**EXERCISE DESCRIPTION:** Wherever the word "center" shows up in the data, report the line it sits in.

**Saved entries:**
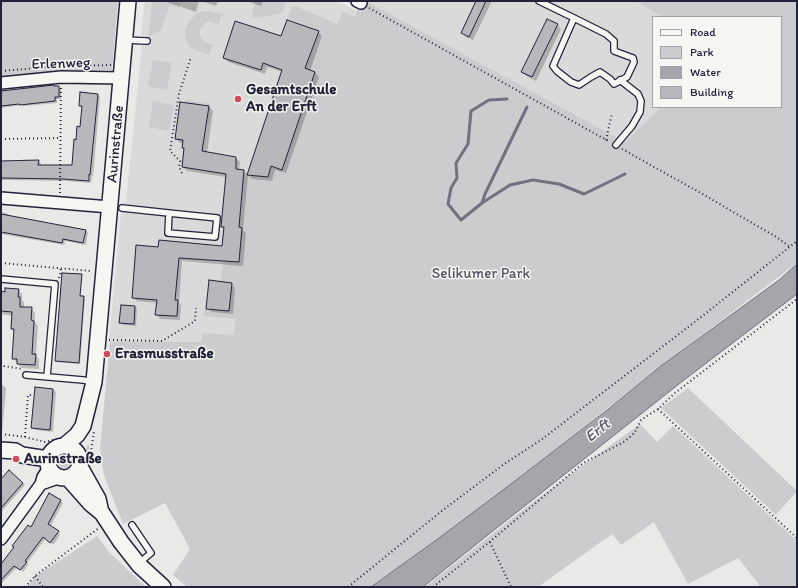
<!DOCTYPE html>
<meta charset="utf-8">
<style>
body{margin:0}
#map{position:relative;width:798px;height:588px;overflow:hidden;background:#e9e9e7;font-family:Itim,sans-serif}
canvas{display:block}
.frame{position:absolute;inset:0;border:2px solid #22223b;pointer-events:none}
.legend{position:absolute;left:652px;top:16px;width:130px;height:92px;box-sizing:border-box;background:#f6f6f2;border:1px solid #a1a1a9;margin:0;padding:5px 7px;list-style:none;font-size:12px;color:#22223b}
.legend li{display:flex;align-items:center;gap:8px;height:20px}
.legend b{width:20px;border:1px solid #a1a1a9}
</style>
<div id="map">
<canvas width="798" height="588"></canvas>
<div class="frame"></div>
<ul class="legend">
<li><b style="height:5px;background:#f6f6f2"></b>Road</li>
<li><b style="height:11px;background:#ccccce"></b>Park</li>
<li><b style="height:11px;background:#a5a5ac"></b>Water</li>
<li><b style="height:11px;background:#b8b8bc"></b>Building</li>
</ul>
</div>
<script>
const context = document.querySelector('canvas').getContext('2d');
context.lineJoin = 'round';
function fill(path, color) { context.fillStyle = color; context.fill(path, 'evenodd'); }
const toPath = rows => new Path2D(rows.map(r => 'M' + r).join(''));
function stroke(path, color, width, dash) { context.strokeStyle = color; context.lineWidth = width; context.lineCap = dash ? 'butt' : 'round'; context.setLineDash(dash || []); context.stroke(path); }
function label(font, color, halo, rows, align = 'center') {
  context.font = font + ' Itim,sans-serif'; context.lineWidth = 3; context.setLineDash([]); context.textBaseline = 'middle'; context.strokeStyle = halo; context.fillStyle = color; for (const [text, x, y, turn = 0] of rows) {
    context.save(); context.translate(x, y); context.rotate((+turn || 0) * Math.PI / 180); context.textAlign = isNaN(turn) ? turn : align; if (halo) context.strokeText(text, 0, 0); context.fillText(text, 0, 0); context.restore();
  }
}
fill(toPath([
 [145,1,335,1,357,11,263,342,110,342,111,339,109,339,122,202,126,202,142,45,146,45,148,37,141,35],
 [366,1,635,1,662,17,653,17,653,107,661,107,625,143]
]), '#dadada');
fill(toPath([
 [1,1,118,1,112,70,59,71,1,77],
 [152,1,172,1,181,4,179,8,170,5,161,30,148,37,150,27],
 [256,1,286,1,282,13,257,18,253,17,252,13],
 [360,1,366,1,625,142,661,107,781,107,781,17,662,17,635,1,797,1,797,263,661,366,511,484,435,541,371,587,187,587,173,575,190,549,165,503,123,524,105,478,102,465,100,448,110,342,201,342,203,333,234,335,235,319,204,316,205,309,229,310,232,283,221,282,223,261,239,262,242,228,239,227,244,175,267,177,271,166,281,170,297,115,301,116,315,72,304,68,306,62,308,62,319,31,287,20,293,5,337,24,343,11,355,17],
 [203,11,209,11,222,14,219,24,208,21,204,24,200,29,200,36,202,40,207,43,213,45,209,55,195,50,191,48,186,40,185,35,185,30,190,20,198,13],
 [153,60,172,63,167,90,148,86],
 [186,100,211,104,209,123,207,123,209,106,185,103],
 [153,101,174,105,169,131,149,127],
 [688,388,797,491,776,515,661,408],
 [640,424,657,442,673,426,797,541,797,587,761,587,738,558,688,584,654,522,621,545,612,534,538,587,425,587,533,502],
 [88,444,89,445,89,467,92,477,86,463,85,451],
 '56 463a8 8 0 1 1 16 0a8 8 0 1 1-16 0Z',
 [97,536,110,553,146,587,27,587,36,576]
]), '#ccccce');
const water = toPath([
 [797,264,797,294,684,380,531,501,494,530,423,587,371,587,435,541,511,484,607,410,661,366,779,280,797,264]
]);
fill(water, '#a5a5ac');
stroke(water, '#71717f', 1);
fill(toPath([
 [164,1,199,1,196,12],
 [201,1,218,1,216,6],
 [246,1,263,1,261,6],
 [478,1,492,1,473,40,466,37,462,33],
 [557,25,561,29,536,81,526,76,522,72],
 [318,32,322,36,310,71,315,72,319,77,286,173,275,170,272,181,252,179,248,175,283,72,267,67,265,74,228,62,224,57,282,37],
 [59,87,61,89,61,99,57,99,57,103,23,106,22,105,1,108,1,92],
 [97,94,100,97,93,177,92,176,91,183,66,181,1,180,1,161,38,161,41,163,41,166,73,166,77,141,81,128,82,108,80,106],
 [209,107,213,111,207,153,236,158,240,162,239,170,244,171,248,175,243,230,246,233,243,266,182,261,179,303,181,305,180,320,160,319,156,314,157,303,137,301,133,297,159,248,223,247,225,229,222,226,226,177,187,171,183,167,185,149,183,147,184,143,180,143,176,139],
 [1,212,6,213,9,215,9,217,85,230,88,233,86,245,65,241,64,245,1,234],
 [81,275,82,276,80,297,84,297,85,298,80,364,57,362,56,360],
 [231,284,235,288,233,314,212,312,207,308],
 [18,290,22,294,22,300,24,302,24,308,31,308,35,313,35,322,38,326,36,356,39,359,39,369,22,368,13,358,15,332,12,329,13,316,1,314,1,292,6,292],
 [135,307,137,309,136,326,123,325,120,322],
 [1,385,3,385,6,389,2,432,1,432],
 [53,389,56,392,53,432,35,430,32,428],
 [9,471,25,485,1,512,1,481],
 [60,500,63,503,50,527,60,534,58,538,53,545,46,538,27,563,28,565,23,572,17,567,1,584,1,562,3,563,31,529]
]), '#0003');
stroke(toPath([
 [507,99,489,100,471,111,468,144,456,163,457,178,451,188,448,204,461,220,482,203,485,194,527,107],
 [482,203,510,185,533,180,559,184,584,194,625,174]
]), '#71717f', 3);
const building = toPath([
 [476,1,486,1,469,37,461,33,476,1],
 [547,19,558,24,532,77,521,72,547,19],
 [287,20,319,31,305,68,315,72,282,170,271,166,268,177,247,175,282,70,263,63,261,70,223,58,235,21,281,36,287,20],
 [54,85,54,86,59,86,59,97,55,97,55,101,20,105,19,104,1,106,1,91,54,85],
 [80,92,98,94,90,175,89,174,89,181,63,179,1,178,1,161,39,160,38,165,72,165,74,139,76,140,77,126,80,127,82,106,79,106,80,92],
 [180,102,209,106,202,151,236,157,236,169,244,170,239,227,242,228,239,262,179,258,175,300,178,300,177,316,173,316,155,315,157,300,132,298,136,245,158,247,159,240,222,246,224,227,221,227,226,174,182,167,184,148,182,148,183,140,175,139,180,102],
 [1,214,86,230,83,243,63,239,62,243,1,232,1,214],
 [62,273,82,274,80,296,84,296,79,363,55,361,62,273],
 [209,280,232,283,229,311,206,309,209,280],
 [5,288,19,289,18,297,20,297,20,307,32,307,31,320,34,321,32,354,36,354,35,365,17,364,17,359,12,359,14,329,11,329,12,312,1,311,1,291,5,292,5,288],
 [121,305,135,306,134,324,119,323,121,305],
 [35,387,53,389,50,430,31,428,35,387],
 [9,470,23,483,1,508,1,479,9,470],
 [49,493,61,500,48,524,59,531,50,543,43,537,25,561,27,562,20,570,14,566,1,580,1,564,14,547,12,546,28,525,31,527,49,493]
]);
fill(building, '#b8b8bc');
stroke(building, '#22223b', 1);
const service = toPath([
 [539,1,574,18,606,34,614,41,614,51,633,58,634,62,627,77,614,84,610,79,600,72,591,77,579,85,571,82,557,71,553,66,574,18],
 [125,40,147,41],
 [616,145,632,126,640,112,641,101,638,94,620,80],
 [122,208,178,214,217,218,215,237,168,233,169,213],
 [1,279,55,284,47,377],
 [26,375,83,380,94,382],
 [132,525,151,553,138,564]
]);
const minor = toPath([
 [357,1,361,3],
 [1,83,61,77,122,78],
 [1,198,110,207],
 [41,484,58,478],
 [1,539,41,484,43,477,49,468]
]);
const secondary = toPath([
 '48 462a16 16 0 1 1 32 0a16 16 0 1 1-32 0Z',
 [64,446,77,435,83,426,94,382,128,1],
 [1,450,15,451,22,455,48,459],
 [80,467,98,499,100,508],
 [68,478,91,504,102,513,121,542,139,565,163,587]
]);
stroke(service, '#22223b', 8);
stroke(minor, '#22223b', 14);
stroke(secondary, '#22223b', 18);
stroke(toPath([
 [369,8,610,142],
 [66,66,112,65],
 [1,71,48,67],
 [1,139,61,138],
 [606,140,612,113],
 [622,149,699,192,778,238,790,247],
 [182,173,179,167,180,161,170,151,179,94,191,57],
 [60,193,61,86],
 [1,263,91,271],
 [59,278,60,275,61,267],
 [109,340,162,341,195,321,196,308],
 [1,363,4,366,22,369],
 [658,409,797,538],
 [1,434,25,437,45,442,53,440],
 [25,437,28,395,32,395],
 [91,461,91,451,94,432],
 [490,542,511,587],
 [35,576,43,587],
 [25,587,35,576,99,528],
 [348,587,443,510,507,462,541,440,705,314,797,241],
 [433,587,487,544,581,465,587,461,622,443,629,438,635,432,641,420,658,409,675,393,797,299]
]), '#22223b', 2, [1, 3]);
stroke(service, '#f6f6f2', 5.5);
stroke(minor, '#f6f6f2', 11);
stroke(secondary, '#f6f6f2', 15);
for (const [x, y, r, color] of [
 [238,99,4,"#d1495b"],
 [107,354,4,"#d1495b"],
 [16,459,4,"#d1495b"]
]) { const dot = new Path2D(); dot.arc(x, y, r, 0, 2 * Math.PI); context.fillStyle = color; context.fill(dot); stroke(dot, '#f6f6f2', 1.5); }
label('15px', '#22223b', '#f6f6f2', [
 ["Erlenweg",61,64,-2],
 ["Aurinstraße",116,144,-85]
]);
label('bold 15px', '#22223b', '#f6f6f2', [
 ["Gesamtschule",246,90],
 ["An der Erft",246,107],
 ["Erasmusstraße",115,354],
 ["Aurinstraße",24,459]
], 'left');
label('15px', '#555567', '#f6f6f2', [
 ["Selikumer Park",481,274]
]);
label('italic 16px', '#565668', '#f6f6f2', [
 ["Erft",598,431,-38]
]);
</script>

**ANSWER TO THIS TASK:**
.legend li{display:flex;align-items:center;gap:8px;height:20px}
function label(font, color, halo, rows, align = 'center') {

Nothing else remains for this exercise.